As was presented in the introduction section, the main concern with frontal sinus fractures is continued drainage of the frontal sinus in order to prevent accumulation of mucus under pressure within the sinus and subsequent formation of a mucocele. If continued drainage of the repaired frontal sinus is in question due to damage to the nasofrontal ducts, all mucus secreting mucosa must be removed and the sinus obliterated. Within the posterior table of the frontal sinus small foramina exist containing veins which communicate with the intracranial dura. These are the foramina of Breschet. Because sinus mucosa may track into these foramina, simply scraping the frontal sinus mucosa from the posterior table at the time of frontal sinus obliteration is not felt to be an adequate means of removing all sinus mucosa. It is advised that the mucosa be scraped from all the sinus walls and then the bone should be drilled smooth with a large cutting and then diamond burr. This is felt to ensure complete removal of all mucosa. The foramina of Breschet may also serve as possible conduits for infection to travel from the sinus into the intracranial space.

References

Manson,P.N., Hoopes,J.E., Su,C.T.: Structural Pillars of the facial skeleton: an approach to the management of LeFort fractures. Plast. Reconst. Surg. 66: 54-61, 1980.

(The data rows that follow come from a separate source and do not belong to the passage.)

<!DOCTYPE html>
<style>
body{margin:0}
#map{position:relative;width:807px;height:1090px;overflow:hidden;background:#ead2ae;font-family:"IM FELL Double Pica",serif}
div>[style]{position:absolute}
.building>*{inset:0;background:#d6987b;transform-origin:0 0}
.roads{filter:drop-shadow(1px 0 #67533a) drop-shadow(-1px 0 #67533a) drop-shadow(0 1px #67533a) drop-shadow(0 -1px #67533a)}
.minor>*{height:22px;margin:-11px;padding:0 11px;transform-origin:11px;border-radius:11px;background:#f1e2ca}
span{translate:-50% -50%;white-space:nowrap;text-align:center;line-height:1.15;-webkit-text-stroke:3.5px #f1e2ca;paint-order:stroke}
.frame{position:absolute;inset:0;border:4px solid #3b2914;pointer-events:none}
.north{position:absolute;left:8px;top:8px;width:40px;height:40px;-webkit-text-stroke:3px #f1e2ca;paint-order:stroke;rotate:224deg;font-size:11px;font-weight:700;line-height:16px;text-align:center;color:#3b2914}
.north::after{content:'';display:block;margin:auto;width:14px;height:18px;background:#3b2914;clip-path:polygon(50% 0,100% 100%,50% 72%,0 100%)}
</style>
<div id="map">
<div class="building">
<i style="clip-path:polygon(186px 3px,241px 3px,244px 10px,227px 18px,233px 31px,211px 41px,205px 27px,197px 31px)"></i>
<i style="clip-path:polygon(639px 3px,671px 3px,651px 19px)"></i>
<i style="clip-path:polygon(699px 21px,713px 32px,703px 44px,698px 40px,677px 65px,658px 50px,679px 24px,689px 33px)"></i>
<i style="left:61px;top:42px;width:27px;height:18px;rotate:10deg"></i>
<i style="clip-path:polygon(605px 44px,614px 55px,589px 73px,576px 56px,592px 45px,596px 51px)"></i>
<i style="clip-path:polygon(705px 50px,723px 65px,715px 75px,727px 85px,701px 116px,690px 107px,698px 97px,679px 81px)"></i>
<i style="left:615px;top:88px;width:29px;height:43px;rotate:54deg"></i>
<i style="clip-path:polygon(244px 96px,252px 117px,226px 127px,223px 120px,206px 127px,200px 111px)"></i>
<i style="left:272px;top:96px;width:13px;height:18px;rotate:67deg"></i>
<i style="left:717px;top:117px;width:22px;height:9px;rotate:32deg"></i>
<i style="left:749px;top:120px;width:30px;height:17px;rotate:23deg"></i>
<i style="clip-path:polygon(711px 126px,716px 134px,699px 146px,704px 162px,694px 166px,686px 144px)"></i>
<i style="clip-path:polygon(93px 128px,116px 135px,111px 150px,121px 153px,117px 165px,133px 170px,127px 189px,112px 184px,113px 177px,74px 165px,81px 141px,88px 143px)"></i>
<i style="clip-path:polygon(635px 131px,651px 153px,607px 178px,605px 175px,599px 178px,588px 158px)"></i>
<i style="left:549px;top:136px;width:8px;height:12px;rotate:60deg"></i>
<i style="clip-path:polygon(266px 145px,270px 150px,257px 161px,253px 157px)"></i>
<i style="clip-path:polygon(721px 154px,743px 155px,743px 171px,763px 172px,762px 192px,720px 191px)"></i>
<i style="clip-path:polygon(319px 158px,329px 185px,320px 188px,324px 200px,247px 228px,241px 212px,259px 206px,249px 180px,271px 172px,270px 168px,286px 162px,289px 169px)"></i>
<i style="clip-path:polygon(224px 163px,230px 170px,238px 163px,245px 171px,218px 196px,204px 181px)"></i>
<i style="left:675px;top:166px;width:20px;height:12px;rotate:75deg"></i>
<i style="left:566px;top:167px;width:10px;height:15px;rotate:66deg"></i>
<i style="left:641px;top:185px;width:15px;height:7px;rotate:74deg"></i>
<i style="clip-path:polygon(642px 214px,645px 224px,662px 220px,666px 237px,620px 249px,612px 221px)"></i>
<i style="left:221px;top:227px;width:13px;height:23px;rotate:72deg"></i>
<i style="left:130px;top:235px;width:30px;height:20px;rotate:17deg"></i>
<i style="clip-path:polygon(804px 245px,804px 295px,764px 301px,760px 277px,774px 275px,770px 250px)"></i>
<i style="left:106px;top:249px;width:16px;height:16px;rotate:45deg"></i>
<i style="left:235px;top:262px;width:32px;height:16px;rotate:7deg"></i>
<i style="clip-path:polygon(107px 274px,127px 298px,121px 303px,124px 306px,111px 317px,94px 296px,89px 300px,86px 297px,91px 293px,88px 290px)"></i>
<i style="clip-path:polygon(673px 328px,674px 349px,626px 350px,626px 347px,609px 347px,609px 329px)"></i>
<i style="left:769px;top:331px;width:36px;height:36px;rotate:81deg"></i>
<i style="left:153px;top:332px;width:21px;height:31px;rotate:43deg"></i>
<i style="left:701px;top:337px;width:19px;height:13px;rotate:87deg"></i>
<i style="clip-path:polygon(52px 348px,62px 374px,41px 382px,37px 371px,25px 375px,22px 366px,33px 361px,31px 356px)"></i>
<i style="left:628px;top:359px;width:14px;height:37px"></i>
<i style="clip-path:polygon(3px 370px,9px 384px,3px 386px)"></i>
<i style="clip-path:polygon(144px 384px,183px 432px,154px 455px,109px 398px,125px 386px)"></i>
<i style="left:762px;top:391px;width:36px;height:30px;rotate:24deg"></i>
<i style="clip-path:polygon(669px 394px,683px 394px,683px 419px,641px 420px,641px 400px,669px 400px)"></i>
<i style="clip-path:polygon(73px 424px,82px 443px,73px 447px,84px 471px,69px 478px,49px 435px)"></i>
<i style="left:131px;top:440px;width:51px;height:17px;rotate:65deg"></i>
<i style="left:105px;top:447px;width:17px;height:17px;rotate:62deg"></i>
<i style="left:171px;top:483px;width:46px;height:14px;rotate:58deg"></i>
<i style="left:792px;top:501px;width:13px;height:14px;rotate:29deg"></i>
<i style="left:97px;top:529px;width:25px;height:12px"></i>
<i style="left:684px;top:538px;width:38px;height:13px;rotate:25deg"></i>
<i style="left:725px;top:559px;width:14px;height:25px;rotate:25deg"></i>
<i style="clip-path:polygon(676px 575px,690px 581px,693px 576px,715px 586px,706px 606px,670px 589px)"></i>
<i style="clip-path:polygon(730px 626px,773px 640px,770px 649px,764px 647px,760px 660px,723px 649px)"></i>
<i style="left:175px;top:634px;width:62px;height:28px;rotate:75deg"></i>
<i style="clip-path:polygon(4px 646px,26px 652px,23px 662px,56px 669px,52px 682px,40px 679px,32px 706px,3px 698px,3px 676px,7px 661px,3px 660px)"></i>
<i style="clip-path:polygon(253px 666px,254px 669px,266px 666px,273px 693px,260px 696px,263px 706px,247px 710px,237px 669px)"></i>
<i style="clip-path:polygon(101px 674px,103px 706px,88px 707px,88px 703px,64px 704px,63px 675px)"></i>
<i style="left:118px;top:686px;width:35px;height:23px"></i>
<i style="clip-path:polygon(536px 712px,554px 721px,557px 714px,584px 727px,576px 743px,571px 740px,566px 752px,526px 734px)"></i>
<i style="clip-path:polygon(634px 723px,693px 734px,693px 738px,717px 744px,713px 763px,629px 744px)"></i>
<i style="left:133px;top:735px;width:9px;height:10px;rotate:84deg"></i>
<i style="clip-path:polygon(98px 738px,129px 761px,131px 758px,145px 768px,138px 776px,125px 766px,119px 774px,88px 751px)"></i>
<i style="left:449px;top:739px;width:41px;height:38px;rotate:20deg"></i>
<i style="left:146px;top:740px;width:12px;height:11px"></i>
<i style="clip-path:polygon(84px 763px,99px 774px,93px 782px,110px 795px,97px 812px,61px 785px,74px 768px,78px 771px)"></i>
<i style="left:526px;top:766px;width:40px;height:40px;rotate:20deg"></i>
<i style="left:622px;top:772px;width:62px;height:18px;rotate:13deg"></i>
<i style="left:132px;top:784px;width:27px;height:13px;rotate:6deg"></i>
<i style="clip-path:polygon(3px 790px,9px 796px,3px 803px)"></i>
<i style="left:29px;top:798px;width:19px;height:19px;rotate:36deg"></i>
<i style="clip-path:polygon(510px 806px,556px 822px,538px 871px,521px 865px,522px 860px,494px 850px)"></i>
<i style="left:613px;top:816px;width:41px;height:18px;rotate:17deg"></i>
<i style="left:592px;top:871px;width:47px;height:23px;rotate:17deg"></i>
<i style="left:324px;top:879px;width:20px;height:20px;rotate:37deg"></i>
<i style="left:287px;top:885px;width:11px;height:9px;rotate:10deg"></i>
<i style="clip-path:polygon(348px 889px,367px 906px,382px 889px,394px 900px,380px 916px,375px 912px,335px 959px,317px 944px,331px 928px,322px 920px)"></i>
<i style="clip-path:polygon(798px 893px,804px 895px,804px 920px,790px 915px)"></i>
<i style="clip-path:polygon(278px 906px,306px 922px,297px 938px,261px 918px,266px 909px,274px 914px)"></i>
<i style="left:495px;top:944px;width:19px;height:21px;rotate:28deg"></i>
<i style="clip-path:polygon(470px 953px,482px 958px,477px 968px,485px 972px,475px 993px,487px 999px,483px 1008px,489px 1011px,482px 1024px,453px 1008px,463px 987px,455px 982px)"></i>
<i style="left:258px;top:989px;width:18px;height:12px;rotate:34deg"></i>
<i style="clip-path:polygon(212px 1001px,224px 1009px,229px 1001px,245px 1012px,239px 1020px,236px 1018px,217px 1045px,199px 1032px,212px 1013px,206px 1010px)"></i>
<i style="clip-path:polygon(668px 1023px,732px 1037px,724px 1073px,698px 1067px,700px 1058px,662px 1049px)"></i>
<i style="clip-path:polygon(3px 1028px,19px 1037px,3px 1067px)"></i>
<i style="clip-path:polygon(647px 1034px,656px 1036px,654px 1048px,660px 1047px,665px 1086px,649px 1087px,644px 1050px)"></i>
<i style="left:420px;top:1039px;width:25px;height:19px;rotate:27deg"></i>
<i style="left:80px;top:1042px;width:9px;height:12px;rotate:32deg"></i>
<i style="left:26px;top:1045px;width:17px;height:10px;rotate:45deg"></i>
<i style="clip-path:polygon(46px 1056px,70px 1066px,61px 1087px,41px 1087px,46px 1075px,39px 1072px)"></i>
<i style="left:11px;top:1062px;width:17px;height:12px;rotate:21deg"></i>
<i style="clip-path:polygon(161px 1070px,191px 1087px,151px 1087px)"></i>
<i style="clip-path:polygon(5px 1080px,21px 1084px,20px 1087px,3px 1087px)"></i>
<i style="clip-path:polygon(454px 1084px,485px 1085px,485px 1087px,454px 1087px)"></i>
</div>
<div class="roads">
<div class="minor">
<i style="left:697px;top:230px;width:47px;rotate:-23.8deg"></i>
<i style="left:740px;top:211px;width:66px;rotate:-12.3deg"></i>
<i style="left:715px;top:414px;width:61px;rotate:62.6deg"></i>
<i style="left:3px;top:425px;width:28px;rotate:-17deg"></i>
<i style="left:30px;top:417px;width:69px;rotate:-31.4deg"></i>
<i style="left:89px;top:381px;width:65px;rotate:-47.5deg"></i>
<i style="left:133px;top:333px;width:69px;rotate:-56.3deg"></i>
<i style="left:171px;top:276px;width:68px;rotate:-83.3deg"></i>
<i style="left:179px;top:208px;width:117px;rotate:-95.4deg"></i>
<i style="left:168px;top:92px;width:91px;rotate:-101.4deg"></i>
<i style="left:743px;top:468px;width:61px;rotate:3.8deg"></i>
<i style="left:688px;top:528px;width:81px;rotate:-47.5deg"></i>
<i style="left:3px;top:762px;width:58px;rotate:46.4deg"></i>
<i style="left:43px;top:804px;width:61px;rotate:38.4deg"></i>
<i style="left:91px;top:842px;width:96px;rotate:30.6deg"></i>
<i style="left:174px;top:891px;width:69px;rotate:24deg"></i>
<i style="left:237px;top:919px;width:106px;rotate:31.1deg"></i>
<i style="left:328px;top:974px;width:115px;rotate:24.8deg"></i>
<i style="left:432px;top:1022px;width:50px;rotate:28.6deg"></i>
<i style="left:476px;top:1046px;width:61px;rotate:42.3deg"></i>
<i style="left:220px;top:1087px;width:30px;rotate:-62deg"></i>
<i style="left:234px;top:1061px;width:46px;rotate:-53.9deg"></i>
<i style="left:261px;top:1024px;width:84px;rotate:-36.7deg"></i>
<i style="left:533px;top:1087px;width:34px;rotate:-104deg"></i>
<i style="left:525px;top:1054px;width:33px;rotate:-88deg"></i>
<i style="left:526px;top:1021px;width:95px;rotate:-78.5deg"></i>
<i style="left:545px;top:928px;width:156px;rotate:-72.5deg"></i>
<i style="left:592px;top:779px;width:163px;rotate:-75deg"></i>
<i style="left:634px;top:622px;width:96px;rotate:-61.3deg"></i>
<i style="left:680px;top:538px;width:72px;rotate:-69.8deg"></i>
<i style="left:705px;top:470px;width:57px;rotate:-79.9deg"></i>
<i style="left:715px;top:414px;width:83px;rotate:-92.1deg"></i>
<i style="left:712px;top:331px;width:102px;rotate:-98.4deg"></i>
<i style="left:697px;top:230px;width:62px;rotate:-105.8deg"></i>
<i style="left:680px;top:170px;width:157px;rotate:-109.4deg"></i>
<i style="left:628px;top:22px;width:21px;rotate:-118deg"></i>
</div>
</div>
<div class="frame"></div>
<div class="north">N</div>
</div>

Paskert,J.P., Mansom,P.N., Iliff,N.T.: Nasoethmoidal and orbital fractures. Clin. Plast. Surg. 15: 200-223, 1988.

Spiessl,B.: Internal fixation of the mandible. Springer-Verlag: Berlin, Heideloberg, Germany, 1989.

Phillips,J.H.: Principles of compression osteosynthesis. In Rigid fixation of the craniomaxillofacial skeleton. Yaremchuk,M.J., Gruss,J.S., Manson,P.J. (Eds.), pp 7-14, Butterworth-Heinemann, Stoneham, MA, 1992.

Stanley,R.B.: Pathogenesis and evaluation of mandibular fractures. In Maxillofacial Trauma, Mathog,R.H.(Ed.), pp 136-147.